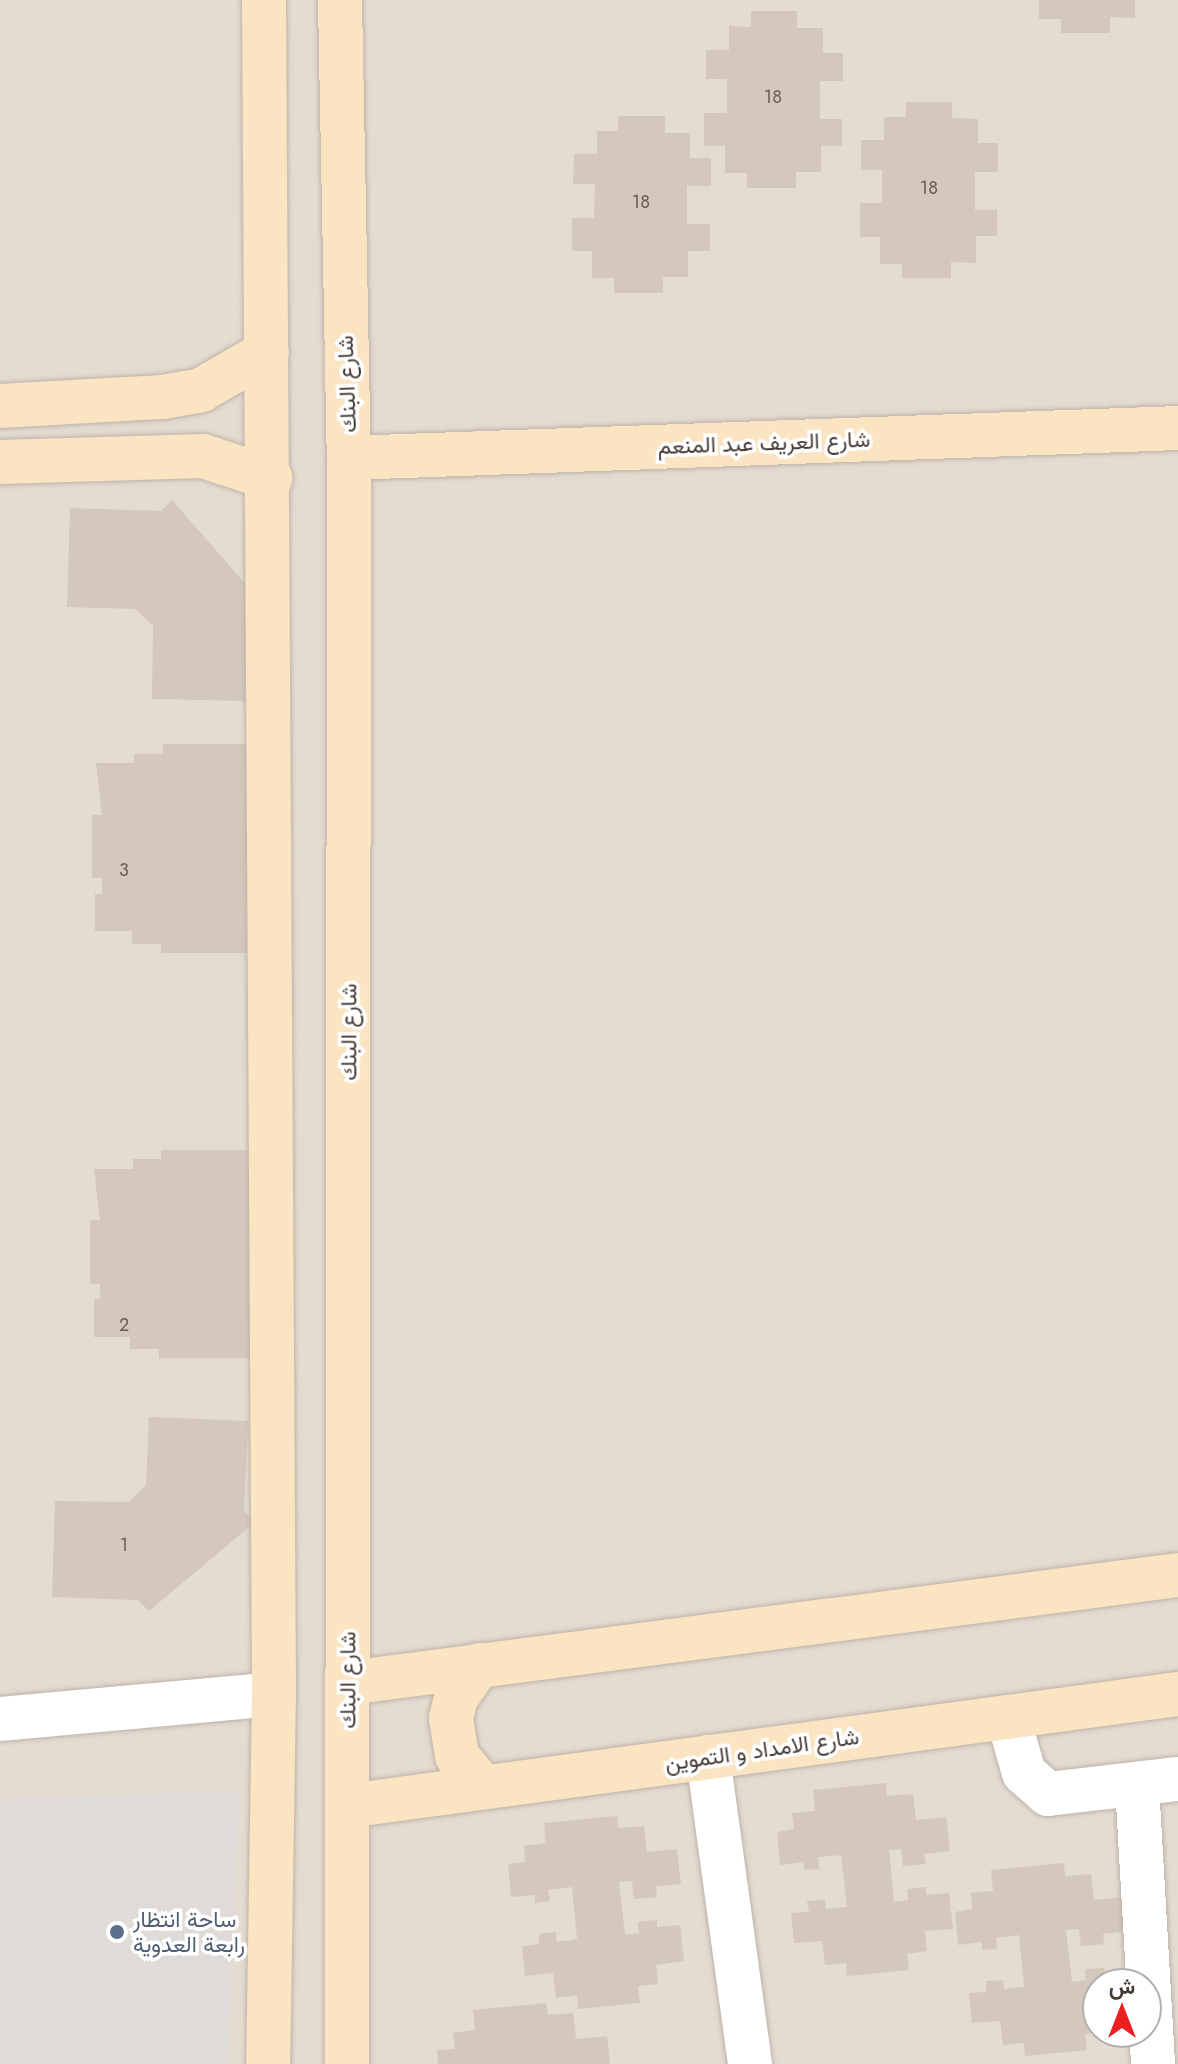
<!DOCTYPE html>
<meta charset="utf-8">
<style>
body{margin:0}
#map{position:relative;width:1178px;height:2064px;overflow:hidden;background:#f0eae3;font-family:Jost,Vazirmatn,sans-serif}
div>[style]{position:absolute}
.residential>*{inset:0;background:#e4dbd1}
.parking>*{inset:0;background:#dedbd8}
.building>*{inset:0;background:#d4c7bc}
.roads{filter:drop-shadow(0 0 2px #beb3a9) drop-shadow(0 0 2px #beb3a9)}
.street>*{height:44px;margin:-22px;padding:0 22px;transform-origin:22px;border-radius:22px;background:#fff}
.secondary>*{height:44px;margin:-22px;padding:0 22px;transform-origin:22px;border-radius:22px;background:#fbe4c2}
.dots>*{width:22px;height:22px;translate:-50% -50%;box-sizing:border-box;border:4px solid #fff;border-radius:50%}
span{translate:-50% -50%;white-space:nowrap;text-align:center;line-height:1.15;-webkit-text-stroke:7px #fff;paint-order:stroke}
.number-label{font-size:18px;color:#665d56}
.number-label span{-webkit-text-stroke-width:0}
.street-label{font-size:22px;color:#423a34}
.service-label{font-size:22px;color:#4e5e75}
.left{translate:0 -50%;text-align:left}
.north{position:absolute;left:1082px;top:1968px;width:80px;height:80px;box-sizing:border-box;background:#fff;border:2px solid #b3b0ae;border-radius:50%;rotate:0deg;font-size:22px;font-weight:700;line-height:32px;text-align:center;color:#423a34}
.north::after{content:'';display:block;margin:auto;width:28px;height:36px;background:#ee1d1f;clip-path:polygon(50% 0,100% 100%,50% 72%,0 100%)}
</style>
<div id="map">
<div class="residential">
<i style="clip-path:polygon(evenodd,0 0,1178px 0,1178px 2064px,0 2064px,0 0,1098px 1984px,1146px 1984px,1146px 2032px,1098px 2032px,1098px 1984px)"></i>
</div>
<div class="parking">
<i style="clip-path:polygon(240px 1791px,227px 2064px,0 2064px,0 1799px)"></i>
</div>
<div class="building">
<i style="clip-path:polygon(1039px 0,1135px 0,1135px 18px,1110px 17px,1110px 33px,1061px 33px,1061px 19px,1039px 19px)"></i>
<i style="clip-path:polygon(751px 11px,797px 11px,797px 28px,823px 28px,823px 53px,843px 53px,843px 81px,820px 81px,820px 119px,842px 119px,842px 146px,821px 146px,821px 172px,796px 172px,796px 188px,747px 188px,747px 173px,725px 173px,725px 146px,704px 146px,704px 113px,727px 113px,727px 79px,706px 79px,706px 50px,729px 50px,729px 26px,751px 27px)"></i>
<i style="clip-path:polygon(906px 102px,952px 102px,952px 118px,978px 119px,978px 143px,998px 143px,998px 172px,975px 172px,975px 210px,997px 210px,997px 236px,976px 236px,976px 263px,951px 262px,951px 278px,902px 278px,902px 264px,880px 264px,880px 237px,860px 237px,860px 203px,882px 203px,882px 170px,861px 170px,861px 140px,884px 140px,884px 117px,906px 117px)"></i>
<i style="clip-path:polygon(618px 116px,665px 116px,665px 133px,690px 133px,690px 158px,711px 158px,711px 186px,687px 186px,687px 224px,710px 224px,710px 251px,688px 251px,688px 277px,663px 277px,663px 293px,614px 293px,614px 278px,592px 278px,592px 251px,572px 251px,572px 218px,594px 218px,595px 184px,573px 184px,574px 154px,597px 154px,597px 131px,618px 131px)"></i>
<i style="clip-path:polygon(172px 500px,263px 604px,249px 701px,152px 699px,153px 626px,135px 609px,67px 607px,70px 508px,161px 511px)"></i>
<i style="clip-path:polygon(163px 744px,254px 744px,254px 953px,161px 953px,161px 944px,132px 944px,132px 931px,95px 931px,95px 894px,102px 894px,102px 878px,92px 878px,92px 815px,102px 815px,96px 763px,134px 763px,134px 754px,163px 754px)"></i>
<i style="clip-path:polygon(161px 1150px,252px 1150px,252px 1358px,159px 1358px,159px 1349px,130px 1349px,130px 1337px,94px 1337px,94px 1299px,100px 1299px,100px 1284px,90px 1284px,90px 1220px,100px 1220px,94px 1169px,133px 1169px,133px 1159px,161px 1159px)"></i>
<i style="clip-path:polygon(149px 1417px,248px 1421px,244px 1511px,254px 1523px,149px 1611px,138px 1600px,52px 1597px,55px 1501px,129px 1502px,146px 1485px)"></i>
<i style="clip-path:polygon(886px 1783px,887px 1796px,913px 1794px,916px 1820px,946px 1817px,950px 1851px,924px 1854px,926px 1864px,903px 1866px,901px 1849px,889px 1850px,894px 1902px,908px 1900px,907px 1889px,926px 1887px,926px 1895px,949px 1893px,953px 1929px,925px 1931px,927px 1951px,907px 1954px,909px 1970px,847px 1976px,846px 1963px,825px 1965px,822px 1941px,794px 1943px,791px 1913px,809px 1912px,807px 1901px,825px 1900px,826px 1909px,847px 1907px,841px 1855px,818px 1857px,819px 1869px,805px 1870px,803px 1862px,780px 1865px,777px 1832px,794px 1829px,792px 1813px,815px 1811px,813px 1790px)"></i>
<i style="clip-path:polygon(617px 1816px,618px 1828px,644px 1826px,647px 1852px,677px 1849px,681px 1884px,656px 1886px,657px 1897px,634px 1899px,632px 1881px,619px 1882px,625px 1935px,639px 1933px,638px 1922px,657px 1920px,657px 1927px,680px 1925px,684px 1961px,656px 1965px,658px 1984px,638px 1986px,640px 2003px,578px 2009px,577px 1995px,556px 1998px,553px 1973px,525px 1976px,522px 1946px,539px 1944px,539px 1934px,556px 1932px,557px 1942px,577px 1939px,572px 1887px,548px 1890px,550px 1901px,535px 1903px,535px 1895px,511px 1897px,508px 1864px,525px 1862px,524px 1846px,546px 1843px,544px 1823px)"></i>
<i style="clip-path:polygon(1064px 1863px,1065px 1876px,1091px 1874px,1094px 1900px,1124px 1897px,1128px 1931px,1103px 1934px,1104px 1944px,1081px 1946px,1079px 1929px,1066px 1930px,1072px 1982px,1086px 1980px,1085px 1969px,1104px 1968px,1105px 1975px,1127px 1973px,1128px 1984px,1098px 1984px,1098px 2032px,1085px 2034px,1087px 2050px,1025px 2056px,1024px 2043px,1003px 2045px,1000px 2021px,972px 2023px,969px 1993px,986px 1992px,986px 1981px,1003px 1980px,1004px 1989px,1024px 1987px,1019px 1935px,996px 1938px,997px 1949px,982px 1950px,982px 1942px,958px 1945px,955px 1912px,972px 1909px,971px 1893px,993px 1891px,991px 1870px)"></i>
<i style="clip-path:polygon(546px 2003px,548px 2015px,573px 2013px,576px 2039px,607px 2036px,610px 2064px,438px 2064px,437px 2050px,455px 2049px,453px 2033px,475px 2030px,473px 2010px)"></i>
</div>
<div class="roads">
<div class="street">
<i style="left:1008px;top:1717px;width:58px;rotate:74.1deg"></i>
<i style="left:1024px;top:1773px;width:32px;rotate:41deg"></i>
<i style="left:1048px;top:1794px;width:131px;rotate:-6.6deg"></i>
<i style="left:0;top:1719px;width:275px;rotate:-5.2deg"></i>
<i style="left:708px;top:1757px;width:310px;rotate:82.2deg"></i>
<i style="left:1137px;top:1785px;width:279px;rotate:86.7deg"></i>
</div>
<div class="secondary">
<i style="left:264px;top:0;width:1694px;rotate:89.66deg"></i>
<i style="left:274px;top:1694px;width:370px;rotate:90.9deg"></i>
<i style="left:340px;top:0;width:458px;rotate:88.9deg"></i>
<i style="left:349px;top:458px;width:1606px;rotate:90.07deg"></i>
<i style="left:0;top:406px;width:163px;rotate:-3.2deg"></i>
<i style="left:163px;top:397px;width:39px;rotate:-10deg"></i>
<i style="left:201px;top:390px;width:76px;rotate:-29.9deg"></i>
<i style="left:349px;top:458px;width:830px;rotate:-2.07deg"></i>
<i style="left:0;top:462px;width:203px;rotate:-1.7deg"></i>
<i style="left:203px;top:456px;width:71px;rotate:18.2deg"></i>
<i style="left:479px;top:1665px;width:40px;rotate:124.9deg"></i>
<i style="left:456px;top:1698px;width:21px;rotate:104deg"></i>
<i style="left:451px;top:1718px;width:38px;rotate:81deg"></i>
<i style="left:457px;top:1756px;width:40px;rotate:50deg"></i>
<i style="left:348px;top:1683px;width:837px;rotate:-7.41deg"></i>
<i style="left:347px;top:1806px;width:839px;rotate:-7.68deg"></i>
</div>
</div>
<div class="dots">
<i style="left:117px;top:1932px;background:#5c6f8a"></i>
</div>
<div class="number-label">
<span style="left:773px;top:97px">18</span>
<span style="left:929px;top:188px">18</span>
<span style="left:641px;top:202px">18</span>
<span style="left:124px;top:870px">3</span>
<span style="left:124px;top:1325px">2</span>
<span style="left:124px;top:1545px">1</span>
</div>
<div class="street-label">
<span style="left:347px;top:384px;rotate:-92deg">شارع البنك</span>
<span style="left:764px;top:443px;rotate:-2deg">شارع العريف عبد المنعم</span>
<span style="left:349px;top:1032px;rotate:-90deg">شارع البنك</span>
<span style="left:348px;top:1680px;rotate:-90deg">شارع البنك</span>
<span style="left:762px;top:1750px;rotate:-8deg">شارع الامداد و التموين</span>
</div>
<div class="service-label">
<span class="left" style="left:133px;top:1932px">ساحة انتظار<br>رابعة العدوية</span>
</div>
<div class="north">ش</div>
</div>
^^^^^^^^^^^^^^^^
- **Brief**
Copy every line of the listing that contains the word "building".

- **Solution to this task**
.building>*{inset:0;background:#d4c7bc}
<div class="building">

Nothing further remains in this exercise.